Showing posts with label biomedical data mining peer reviewed articles. Show all posts
Showing posts with label biomedical data mining peer reviewed articles. Show all posts

Wednesday, 28 June 2017

The Neural Networks with an Incremental Learning Algorithm Approach for Mass Classification in Breast Cancer


Breast cancer is a leading fatality cancer for woman. According to epidemiological data, breast cancer accounts for 20-25% of female malignant tumor, with is expected to increase. These facts have driven us to select this deadly cancer as our domain. Breast cancer has four early signs; micro-calcification, mass, architectural distortion and breast asymmetries. However, only data regarding mass will be used as a pilot project to test our system later on. Masses of 2 cm in diameter are palpable with regular breast self-examination while mammogram images can capture it from 5 mm in diameter.

biomedical data mining scholarly articles
However, these images were to be determined by an expert radiologist who is familiar with breast cancer. Generally, there are 2 types of breast cancer which are in situ and invasive. In situ starts in the milk duct and does not spread to other organs even if it grows. Invasive breast cancer on the contrary, is very aggressive and spreads to other nearby organs and destroys them as well. It is very important to detect the cancerous cell before it spreads to other organs, thus the survival rate for patient will increase to more than 97%. However, time taken from taking mammogram images to biopsy dangerous result varies between 2weeks to a month in average.

Thursday, 22 June 2017

The Neural Networks with an Incremental Learning Algorithm Approach for Mass Classification in Breast Cancer


As breast cancer can be very aggressive, only early detection can prevent mortality.

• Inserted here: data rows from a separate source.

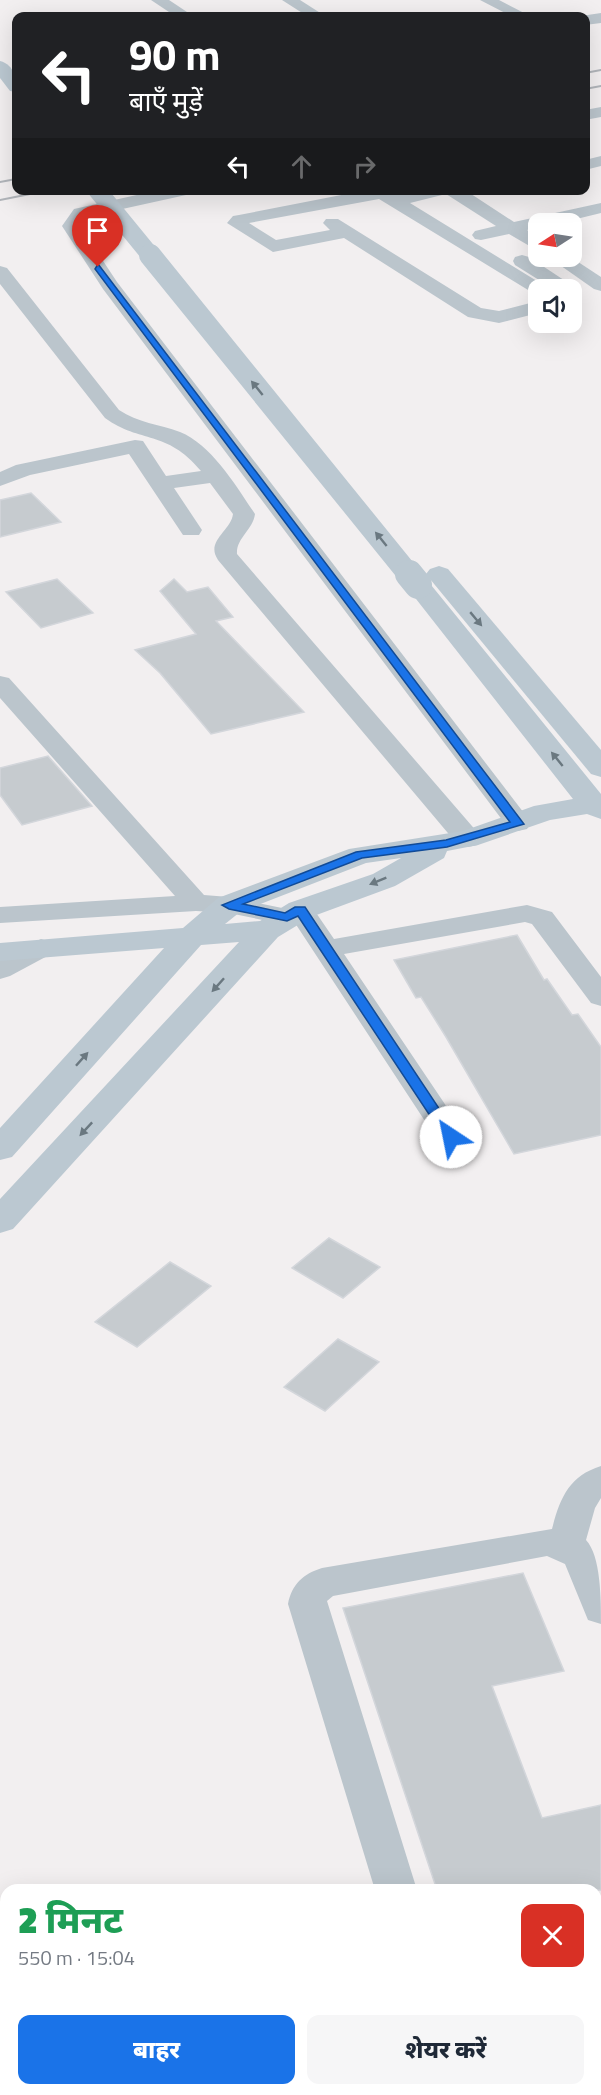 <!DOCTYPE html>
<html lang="hi">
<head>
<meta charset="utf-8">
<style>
	body { margin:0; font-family:"Titillium Web","Noto Sans Devanagari",sans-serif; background:#f6f6f7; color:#1f2937; height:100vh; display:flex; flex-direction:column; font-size:22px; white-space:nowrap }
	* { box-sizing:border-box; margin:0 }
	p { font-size:20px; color:#747a83 }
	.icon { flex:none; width:33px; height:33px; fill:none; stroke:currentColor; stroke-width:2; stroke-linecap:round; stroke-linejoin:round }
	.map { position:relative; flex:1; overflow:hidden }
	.panel { position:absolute; left:0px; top:1884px; width:602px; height:212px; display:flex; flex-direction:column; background:#fff; border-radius:18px 18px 0 0; box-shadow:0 6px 24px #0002 }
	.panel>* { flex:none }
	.top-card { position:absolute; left:12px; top:12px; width:578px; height:183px; border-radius:12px; box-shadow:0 6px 24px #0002; background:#202124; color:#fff; overflow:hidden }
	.needle { width:39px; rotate:258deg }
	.controls { position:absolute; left:528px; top:213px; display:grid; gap:12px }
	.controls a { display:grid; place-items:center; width:54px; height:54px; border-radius:12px; background:#fff; box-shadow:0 6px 24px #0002; font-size:30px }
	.pin { position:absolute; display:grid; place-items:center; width:51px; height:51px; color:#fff; margin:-62px -26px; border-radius:50% 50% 50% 0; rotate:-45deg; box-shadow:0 0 6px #0007 }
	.pin .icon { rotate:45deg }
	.me { position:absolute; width:66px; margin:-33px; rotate:326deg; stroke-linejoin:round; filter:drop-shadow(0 0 4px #0008) }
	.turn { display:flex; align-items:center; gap:21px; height:126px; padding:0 18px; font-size:27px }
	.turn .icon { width:78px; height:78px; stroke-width:2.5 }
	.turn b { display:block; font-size:42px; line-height:51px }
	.lanes { display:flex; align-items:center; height:57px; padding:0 18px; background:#0003; justify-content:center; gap:30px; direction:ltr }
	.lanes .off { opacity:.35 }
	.round { display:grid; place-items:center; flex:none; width:63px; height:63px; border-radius:12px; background:#f6f6f7 }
	.head { display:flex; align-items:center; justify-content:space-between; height:102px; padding:0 18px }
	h1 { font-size:36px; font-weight:800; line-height:45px; color:#1e9e55 }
	.primary-button { display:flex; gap:12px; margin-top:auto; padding:12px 18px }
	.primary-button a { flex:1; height:69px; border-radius:12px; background:#1a73e8; color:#fff; font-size:24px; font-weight:800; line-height:69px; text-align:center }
	.primary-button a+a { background:#f6f6f7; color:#1f2937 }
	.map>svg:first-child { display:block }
	.building { fill:#c6cbcf; stroke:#d3d6db; stroke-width:1.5 }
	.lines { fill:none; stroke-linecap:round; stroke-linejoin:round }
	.street { fill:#bbc5cc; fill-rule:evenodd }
	.secondary { fill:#bbc8d1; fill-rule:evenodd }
	.rail { stroke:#b1b5ba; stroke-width:2 }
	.secondary-bridge-far2 { stroke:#bbc8d1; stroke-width:18 }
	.secondary-bridge-far1 { stroke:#bbc8d1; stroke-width:22 }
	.secondary-bridge { stroke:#bbc8d1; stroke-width:28 }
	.oneway { fill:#6a7880 }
	.route { fill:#1a73e8; stroke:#114b97; stroke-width:1.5 }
</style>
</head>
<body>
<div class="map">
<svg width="601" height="2095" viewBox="0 0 601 2095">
	<rect width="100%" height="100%" fill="#f2eff0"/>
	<g class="building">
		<path d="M31 493 61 522 0 537V500Z"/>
		<path d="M57 579 93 613 41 628 6 592Z"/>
		<path d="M174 579 187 592 208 587 233 617 216 621 304 712 211 734 160 673 135 650 196 634 160 591Z"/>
		<path d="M48 756 92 806 22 825 0 795V768Z"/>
		<path d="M517 935 544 980 547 979 572 1015 578 1014 601 1047V1135L514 1154 446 1037 421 997 416 998 394 960Z"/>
		<path d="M329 1238 380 1267 343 1298 292 1268Z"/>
		<path d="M170 1262 211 1286 137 1347 95 1322Z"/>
		<path d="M338 1339 379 1362 325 1411 284 1387Z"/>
		<path d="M523 1573 564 1671 492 1686 542 1818 601 1805V1890H437L343 1608Z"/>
	</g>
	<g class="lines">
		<g class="street">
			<path d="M151 0H169L193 16H175Z"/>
			<path d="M282 0H300L325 16H307Z"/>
			<path d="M480 0H499L530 16H511Z"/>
			<path d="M601 13V23L585 25V16H581Z"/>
			<path d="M601 107V117L585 120V110Z"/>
			<path d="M601 156V166L585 170V160Z"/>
			<path d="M159 190H194L186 195 86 217 80 226 117 282 527 817 531 823 527 829 518 831 509 829 103 289 62 226 74 209Z"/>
			<path d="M367 190H390L397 195 416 190H465L514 222 601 203V213L556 224H538V227L527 230 538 237V251L509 234 481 240 475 239 472 235 475 231 496 226 446 194 410 203 545 286 547 290H538V296L379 199 249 223 276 240 330 230 323 223 326 219H338L481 308 499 311 538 301V313L499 323 468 317 344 238 273 252 227 223 233 216 239 215Z"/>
			<path d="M522 255 529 257 579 290 572 295V290H555L515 265 513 261 515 257Z"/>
			<path d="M547 256H569L601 277V291L594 289Z"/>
			<path d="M0 266 7 268 119 410C138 423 159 424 180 432 212 445 236 486 255 514 253 530 236 538 237 554L478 833 481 839 478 845 468 847 458 845 218 560C205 541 231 531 233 514L210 483 174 488 202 530 199 535H183L129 454 30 475 0 486V472L16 465 135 440 143 441 166 476 201 471C166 429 141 444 105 418L0 284Z"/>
			<path d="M0 676 9 678 204 895 229 897 287 909 290 904 300 902 310 904 334 939 527 905 552 912 601 977V1006L591 1003 532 924 525 922 344 954 467 1137 462 1144 451 1147 440 1144 295 923 287 925 229 913 196 911 0 923V907L175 896 0 698Z"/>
			<path d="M41 939 51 942 55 948 51 954 10 976 0 979V958Z"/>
			<path d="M601 1466V1498L595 1508 586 1540C601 1556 601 1599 601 1624L588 1620 565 1564 547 1556 333 1596 327 1601 417 1890H375L288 1604C292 1584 303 1574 322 1568L552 1529C560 1498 569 1476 601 1466Z"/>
			<path d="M601 1963V2001L596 2002V1964Z"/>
			<path d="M601 2057V2095H522L525 2090H596V2058Z"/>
		</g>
		<g class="secondary">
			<path d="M0 61C15 65 16 79 16 92L10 91 0 78Z"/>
			<path d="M439 566 448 569 601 750V777L591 774 430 579 426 574 430 569Z"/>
			<path d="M418 577 427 580 601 794V819L587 814 550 820 478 845 447 851 444 858 395 886 311 917 278 937 13 1229 0 1233V1199L239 942 201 945 12 1157 0 1160V1128L164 948 0 961V943L183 928 218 898 349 849 463 831 534 806 573 799 409 590 405 585 409 580ZM401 858 373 874 289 903 260 921 225 924 240 912 366 863Z"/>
		</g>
		<g class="rail">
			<path d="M585 73 601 70"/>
			<path d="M585 89 601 86"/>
			<path d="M0 182 16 179"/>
			<path d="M0 200 50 190"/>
		</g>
		<path class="secondary-bridge-far2" d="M97 190 151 256"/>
		<path class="secondary-bridge-far1" d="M150 255 410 576"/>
		<path class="secondary-bridge" d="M409 574 418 585"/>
	</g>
	<defs><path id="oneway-solid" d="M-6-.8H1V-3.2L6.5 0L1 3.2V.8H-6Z" transform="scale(1.5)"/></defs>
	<g class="oneway">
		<use href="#oneway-solid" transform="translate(257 388) rotate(-129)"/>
		<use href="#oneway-solid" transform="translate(381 539) rotate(-129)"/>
		<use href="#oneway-solid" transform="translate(476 619) rotate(50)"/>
		<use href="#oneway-solid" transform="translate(557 759) rotate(-129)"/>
		<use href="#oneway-solid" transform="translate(378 881) rotate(158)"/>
		<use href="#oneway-solid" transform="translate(218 985) rotate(132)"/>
		<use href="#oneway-solid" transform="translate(82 1059) rotate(-48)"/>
		<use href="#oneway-solid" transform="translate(86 1129) rotate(133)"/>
	</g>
	<path class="route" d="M98 264 524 824 447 847 362 858 243 904 285 913 295 907H305L456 1134V1140H446L298 916 287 921 229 909 222 905 356 852 446 840 510 822 95 269Z"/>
</svg>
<div class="controls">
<a><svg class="needle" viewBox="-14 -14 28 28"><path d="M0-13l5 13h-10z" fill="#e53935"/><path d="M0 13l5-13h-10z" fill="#747a83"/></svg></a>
<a><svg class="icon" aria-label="sound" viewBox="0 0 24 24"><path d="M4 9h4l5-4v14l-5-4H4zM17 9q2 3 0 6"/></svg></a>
</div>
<div class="pin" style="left:98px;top:267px;background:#d93025"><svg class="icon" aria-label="arrive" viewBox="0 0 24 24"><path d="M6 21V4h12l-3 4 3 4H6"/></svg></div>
<svg class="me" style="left:451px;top:1137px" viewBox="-20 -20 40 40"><circle r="19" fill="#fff"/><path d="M0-13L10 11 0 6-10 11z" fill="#1a73e8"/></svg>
<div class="top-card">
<div class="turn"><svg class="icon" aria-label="left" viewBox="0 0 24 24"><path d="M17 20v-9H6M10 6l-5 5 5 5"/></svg><div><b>90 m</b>बाएँ मुड़ें</div></div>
<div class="lanes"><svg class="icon" aria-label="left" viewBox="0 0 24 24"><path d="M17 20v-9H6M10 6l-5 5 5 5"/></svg><svg class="icon off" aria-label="ahead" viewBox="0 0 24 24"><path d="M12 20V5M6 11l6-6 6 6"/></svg><svg class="icon off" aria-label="right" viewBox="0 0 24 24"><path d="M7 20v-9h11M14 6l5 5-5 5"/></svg></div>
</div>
<section class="panel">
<div class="head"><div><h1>2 मिनट</h1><p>550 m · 15:04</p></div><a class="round" style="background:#d93025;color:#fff"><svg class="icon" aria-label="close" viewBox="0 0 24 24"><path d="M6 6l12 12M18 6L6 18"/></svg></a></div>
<div class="primary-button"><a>बाहर</a><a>शेयर करें</a></div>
</section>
</div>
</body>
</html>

The proposed system is to eliminate the unnecessary waiting time as well as reducing human and technical errors in diagnosing breast cancer. The correct diagnosis of breast cancer is one of the major problems in the medical field. From the literature it has been found that different pattern recognition techniques can help them to improve in this domain.

international journal of biomedical data mining impact factor
This paper uses the neural networks with an incremental learning algorithm as a tool to classify a mass in the breast (benign and malignant) using selection of the most relevant risk factors and decision making of the breast cancer diagnosis To test the proposed algorithm we used the Wisconsin Breast Cancer Database (WBCD). ANN with an incremental learning algorithm performance is tested using classification accuracy, sensitivity and specificity analysis, and confusion matrix. The obtained classification accuracy of 99.95%, a very promising result compared with previous algorithms already applied and recent classification techniques applied to the same database.

Tuesday, 20 June 2017

Meta-Analysis of Genomic Data: Between Strengths, Weaknesses and New Perspective


biomedical data mining peer reviewed articles
The rapid advances in high-throughput technologies, such as microarrays have revolutionizing the knowledge and understanding of biological systems and genetic signatures of human diseases. This has led to the generation and accumulation of a large amount of genomic data that need to be adequately integrated to obtain more reliable and valid results than those from individual experiments. Meta-analysis of microarray data is one of the most common statistical techniques used for combining multiple data sets. Despite its remarkable successes in discovering molecular subtypes, underlying pathways and biomarkers for the pathological process of interest, this method possesses several limitations.

Monday, 5 June 2017

ePhenotyping for Abdominal Aortic Aneurysm in the Electronic Medical Records and Genomics (eMERGE) Network: Algorithm Development and Konstanz Information Miner Workflow

Structured Query Language, was used to script the algorithm utilizing “Current Procedural Terminology” and “International Classification of Diseases” codes, with demographic and encounter data to classify individuals as case, control, or excluded. The algorithm was validated using blinded manual chart review at three eMERGE Network sites and one non-eMERGE Network site.

biomedical data mining peer reviewed articles
Validation comprised evaluation of an equal number of predicted cases and controls selected at random from the algorithm predictions. After validation at the three eMERGE Network sites, the remaining eMERGE Network sites performed verification only. Finally, the algorithm was implemented as a workflow in the Konstanz Information Miner, which represented the logic graphically while retaining intermediate data for inspection at each node. The algorithm was configured to be independent of specific access to data and was exportable (without data) to other sites.